### [Study material]
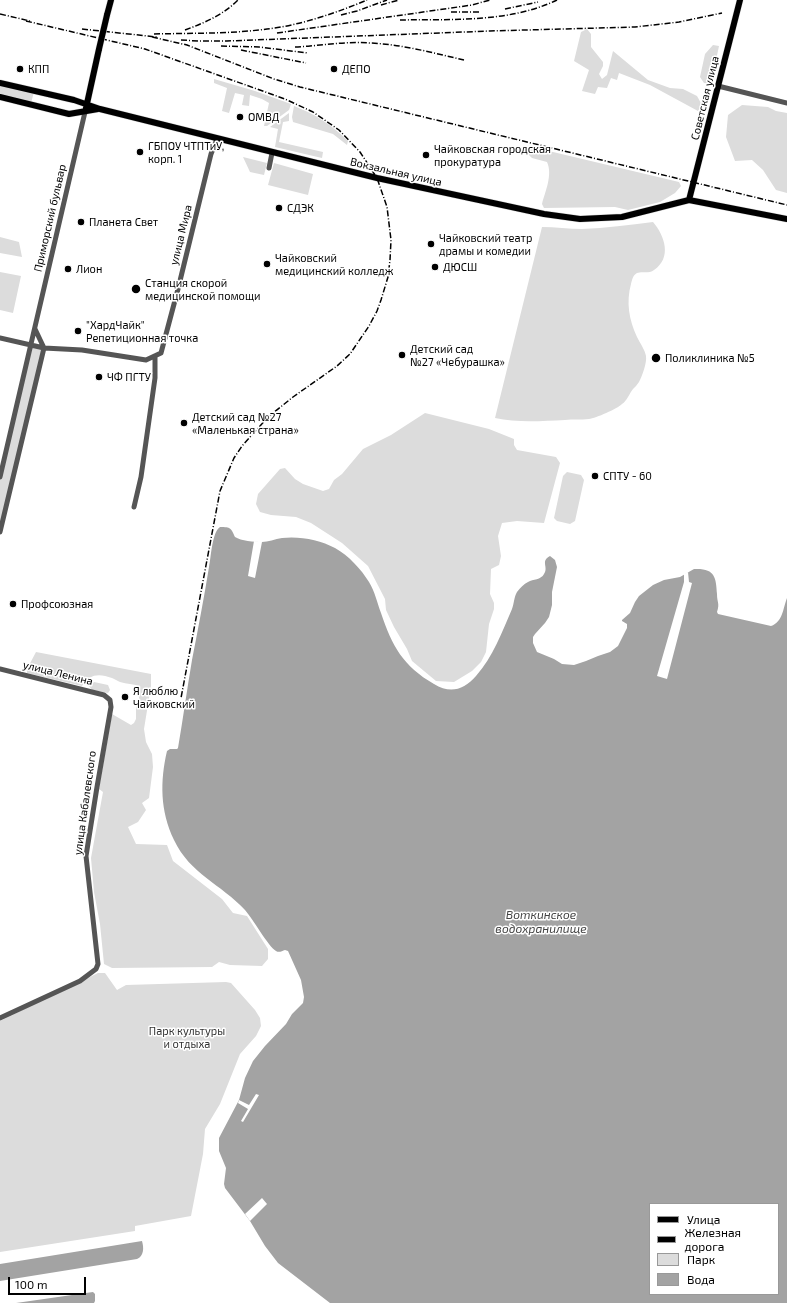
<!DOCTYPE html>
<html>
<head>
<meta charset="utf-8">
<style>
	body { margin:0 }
	#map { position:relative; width:787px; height:1303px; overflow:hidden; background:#fff; font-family:"Exo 2",sans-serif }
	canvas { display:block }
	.legend { position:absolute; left:649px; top:1203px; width:130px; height:92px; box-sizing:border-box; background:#fff; border:1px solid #999; margin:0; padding:5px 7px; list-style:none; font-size:12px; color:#000 }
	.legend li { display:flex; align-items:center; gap:8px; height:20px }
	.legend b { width:20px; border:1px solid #999 }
	.scale { position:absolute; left:8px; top:1277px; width:78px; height:18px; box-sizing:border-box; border:2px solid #000; border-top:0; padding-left:5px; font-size:12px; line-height:14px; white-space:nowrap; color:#000; -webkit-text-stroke:3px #fff; paint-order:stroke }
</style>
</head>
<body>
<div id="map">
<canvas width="787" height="1303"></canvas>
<ul class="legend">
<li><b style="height:5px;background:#000"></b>Улица</li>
<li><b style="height:5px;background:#000"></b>Железная дорога</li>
<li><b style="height:11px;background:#dcdcdc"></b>Парк</li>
<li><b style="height:11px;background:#a3a3a3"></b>Вода</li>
</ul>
<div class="scale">100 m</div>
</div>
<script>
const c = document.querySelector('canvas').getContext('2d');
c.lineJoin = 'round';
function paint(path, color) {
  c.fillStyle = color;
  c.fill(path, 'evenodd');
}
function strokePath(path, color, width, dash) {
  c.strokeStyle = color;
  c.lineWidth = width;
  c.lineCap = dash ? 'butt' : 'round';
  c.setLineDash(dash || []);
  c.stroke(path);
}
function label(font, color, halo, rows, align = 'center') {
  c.font = font + ' "Exo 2",sans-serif';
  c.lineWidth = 3;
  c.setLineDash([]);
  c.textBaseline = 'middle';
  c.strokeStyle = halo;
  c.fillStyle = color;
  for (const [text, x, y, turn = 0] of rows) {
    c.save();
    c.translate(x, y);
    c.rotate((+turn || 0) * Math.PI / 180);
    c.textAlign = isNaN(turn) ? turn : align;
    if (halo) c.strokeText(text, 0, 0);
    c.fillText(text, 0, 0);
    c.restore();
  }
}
paint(new Path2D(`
	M587,29L591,34V47L603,62V66L599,74L602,79L607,75L613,51L648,80L670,88L683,89L697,96L702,105L698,111L650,85L619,73L617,80L611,78L607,88L598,87L595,94L582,91L589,70L574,61L581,32Z
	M713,45L719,46L711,84L704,83L700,77L705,54Z
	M214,79L255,91L291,104L289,110L267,126H264L269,103L262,99L250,95L249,106L242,105L244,95L235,93L229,113L222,111L227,88L214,83Z
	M0,84L34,92L31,103L0,96Z
	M742,105L768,107L776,111L787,113V193L776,190L763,170L752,160L735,161L726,137L728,115Z
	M294,106C315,114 332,125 348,141L347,145L333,134L293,122L292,117Z
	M289,113V121L283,122L279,142L323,152L322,158L275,147L278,129L270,127Z
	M532,147L679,182L681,186L675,193L660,202L628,210L615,207L544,208L542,204C545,192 553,175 547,162L532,158L529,155V150Z
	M243,157L267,163L264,175L250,172Z
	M274,163L313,174L308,195L268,185Z
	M653,222C665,236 672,258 654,270C649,274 642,271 637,273C633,275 632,280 631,284C626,302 629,320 637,337C640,343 645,350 646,356C647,363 642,376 639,382C637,385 635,387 633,389C629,394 627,401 622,404C617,409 596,418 589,419C581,420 573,419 565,420C542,421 517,423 495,418L542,227C555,227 569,229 582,229C606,228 629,225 653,222Z
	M0,237L19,242L22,257L0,253Z
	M0,272L21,276L13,313L0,310Z
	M32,345L44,348L0,532V477Z
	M425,413L489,429L514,439V445L517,450L556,457L560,463L544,523L517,521L502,523L498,536L501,556L499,565L491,569L490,594L494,603V609L489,624L486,652L481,662L472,671L454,682L436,681L412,661L407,649L394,627L386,610L385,599L368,566L342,543L311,523L296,517L271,515L260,512L256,504L258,494L280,469L285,468L295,479L303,484L323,491L329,489L334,480L342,474L363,449L391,435Z
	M567,472L581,475L584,480L575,521L570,524L557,521L554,518L563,476Z
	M36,652L151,674V686L144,729L146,742L152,754L153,767L149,798L142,803L146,810L138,822L128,827L136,844L167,845L173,861L222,899L233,913L247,916L268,949V959L262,966L230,965L219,962L212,967L112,968L104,964L100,924L94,892L91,858L103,792L99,789L112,714L131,725L134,723L136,719V708L139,699V686C133,684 127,684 120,682C117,681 115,679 112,678C99,673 89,674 82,686L27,673V669Z
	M94,682L108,685L110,690L108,693L92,690L89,686Z
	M98,973H105L117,990L126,985L226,982L231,983L255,1010L260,1018L261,1026L256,1036L240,1054L220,1104L205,1129L203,1154L191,1216L135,1226V1231L0,1252V1021Z`), '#dcdcdc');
paint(new Path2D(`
	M220,527C231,527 231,528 235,537C241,541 254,542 262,542C268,542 275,539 282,538C300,536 320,540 335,548C349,556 361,569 369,582C375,592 377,602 381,613C392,646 403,666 434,684C450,694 464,690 476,676C493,657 502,632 512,609C514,604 514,597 517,592C520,588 524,584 528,582C533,579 541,580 544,574C549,567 540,561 550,556L555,560L557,567L552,592V605L549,617L545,623L535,634L533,637V643L537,652L554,659L562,664L574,665L586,661L598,656L610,652L618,646L627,628V624L622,621V620L630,613L635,602L639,596L653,585L664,580L680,577L694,569C715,568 716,577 717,594C717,603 720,603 717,612L718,614L771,626C783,622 783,608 787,598V1303H330L278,1263L265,1246L250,1221L225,1188L224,1184L226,1168L219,1151V1138L239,1100L245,1078L253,1061L265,1046L286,1024L292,1014L303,1003L304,997L301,980L288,951L285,950C282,951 279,953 276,951C268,946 253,919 245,910C221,884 190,874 174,840C160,811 160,781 167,751L170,749H177L178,748C183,719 187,689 192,660C198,629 204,598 209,567C211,558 212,532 220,527ZM650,1204H778V1294H650Z
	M142,1241C144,1248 144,1256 137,1259L0,1281V1264Z
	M93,1292L95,1294V1301L94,1303H16Z`), '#a3a3a3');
paint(new Path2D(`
	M254,541L262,542L255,578L248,576Z
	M688,572L689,582L692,583L667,679L657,676L684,582V574Z
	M256,1094L259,1095L243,1122L241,1121L248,1109L238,1103L239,1100L249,1105Z
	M262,1198L267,1204L250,1221L245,1214Z`), '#fff');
const major = new Path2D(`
	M107,15L111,0
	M0,83L74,100L100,109L377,178L544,214L580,219L622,217L689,200L787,219
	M0,97L69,114L98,109
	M86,108L99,49
	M689,200L740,0`);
strokePath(major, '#dbdbdb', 7);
strokePath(new Path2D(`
	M718,86L787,103
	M269,168L272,153
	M0,338L44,348L82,350L146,360L161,353L178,289L211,154L217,139
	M0,477L85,112
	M134,507L141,477L155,378V356
	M0,532L44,348L35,329
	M0,669L104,695L110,700L111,707L97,787L86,856L98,964L96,969L80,981L0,1018`), '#555', 5);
strokePath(major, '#000', 6);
strokePath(new Path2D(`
	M381,5L399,0
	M505,9L538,2
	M451,12H479
	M0,14L30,21
	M341,15L357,11L387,0
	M400,20C452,19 509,23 557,0
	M26,21L145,49L285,99L313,112L339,130L360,152L377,178L387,207L391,240L390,260L388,277L381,300L377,311L369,326L350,354L337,366L293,397L268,417L242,446L234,458L220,491L181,698
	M82,29L157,37
	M185,30C204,23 223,15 238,0
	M277,33L472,5L490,0
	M154,34C192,33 230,34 267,29C298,26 339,12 367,0
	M152,37L187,45L274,79L300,87L787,205
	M181,40L198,41H227L490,31L635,27L679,22L722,13
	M221,46L259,47L308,53
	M295,47C320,46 345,41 369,43C401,44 433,53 464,60
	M241,50L306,63`), '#000', 1.5, [6, 2, 1, 2]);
const majorBridge = new Path2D(`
	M99,49L107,15`);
strokePath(majorBridge, '#dbdbdb', 7, []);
strokePath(majorBridge, '#000', 6);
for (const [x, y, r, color] of [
	[20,69,4,"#000"],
	[334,69,4,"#000"],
	[240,117,4,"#000"],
	[140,152,4,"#000"],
	[426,155,4,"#000"],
	[279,208,4,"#000"],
	[81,222,4,"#000"],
	[431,244,4,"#000"],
	[267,264,4,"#000"],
	[435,267,4,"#000"],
	[68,269,4,"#000"],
	[136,289,5,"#000"],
	[78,331,4,"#000"],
	[402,355,4,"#000"],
	[656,358,5,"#000"],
	[99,377,4,"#000"],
	[184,423,4,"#000"],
	[595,476,4,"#000"],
	[13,604,4,"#000"],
	[125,697,4,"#000"]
]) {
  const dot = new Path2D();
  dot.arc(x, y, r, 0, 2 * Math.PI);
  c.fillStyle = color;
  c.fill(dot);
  strokePath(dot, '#fff', 1.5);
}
label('11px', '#000', '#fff', [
	["КПП",28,69],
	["ДЕПО",342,69],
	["ОМВД",248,117],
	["ГБПОУ ЧТПТиУ,",148,146],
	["корп. 1",148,159],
	["Чайковская городская",434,149],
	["прокуратура",434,162],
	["СДЭК",287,208],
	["Планета Свет",89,222],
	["Чайковский театр",439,238],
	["драмы и комедии",439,251],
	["Чайковский",275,258],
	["медицинский колледж",275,271],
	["ДЮСШ",443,267],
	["Лион",76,269],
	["Станция скорой",145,283],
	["медицинской помощи",145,296],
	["\"ХардЧайк\"",86,325],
	["Репетиционная точка",86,338],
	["Детский сад",410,349],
	["№27 «Чебурашка»",410,362],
	["Поликлиника №5",665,358],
	["ЧФ ПГТУ",107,377],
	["Детский сад №27",192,417],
	["«Маленькая страна»",192,430],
	["СПТУ - 60",603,476],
	["Профсоюзная",21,604],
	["Я люблю",133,691],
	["Чайковский",133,704]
], 'left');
label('11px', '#000', '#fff', [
	["Советская улица",705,98,-76],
	["Вокзальная улица",396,172,13],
	["Приморский бульвар",50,218,-77],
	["улица Мира",181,235,-76],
	["улица Ленина",58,673,14],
	["улица Кабалевского",85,803,-82]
]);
label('11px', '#333', '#fff', [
	["Парк культуры",187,1031],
	["и отдыха",187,1044]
]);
label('italic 12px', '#444', '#fff', [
	["Воткинское",541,915],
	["водохранилище",541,929]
]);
</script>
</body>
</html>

### [Exercise details]
Give again, word for word, only the lines that run from the top of the data above through the line with "display:flex; align-items:center; gap:8px;". Drop the pictures.

### [Expected answer]
<!DOCTYPE html>
<html>
<head>
<meta charset="utf-8">
<style>
	body { margin:0 }
	#map { position:relative; width:787px; height:1303px; overflow:hidden; background:#fff; font-family:"Exo 2",sans-serif }
	canvas { display:block }
	.legend { position:absolute; left:649px; top:1203px; width:130px; height:92px; box-sizing:border-box; background:#fff; border:1px solid #999; margin:0; padding:5px 7px; list-style:none; font-size:12px; color:#000 }
	.legend li { display:flex; align-items:center; gap:8px; height:20px }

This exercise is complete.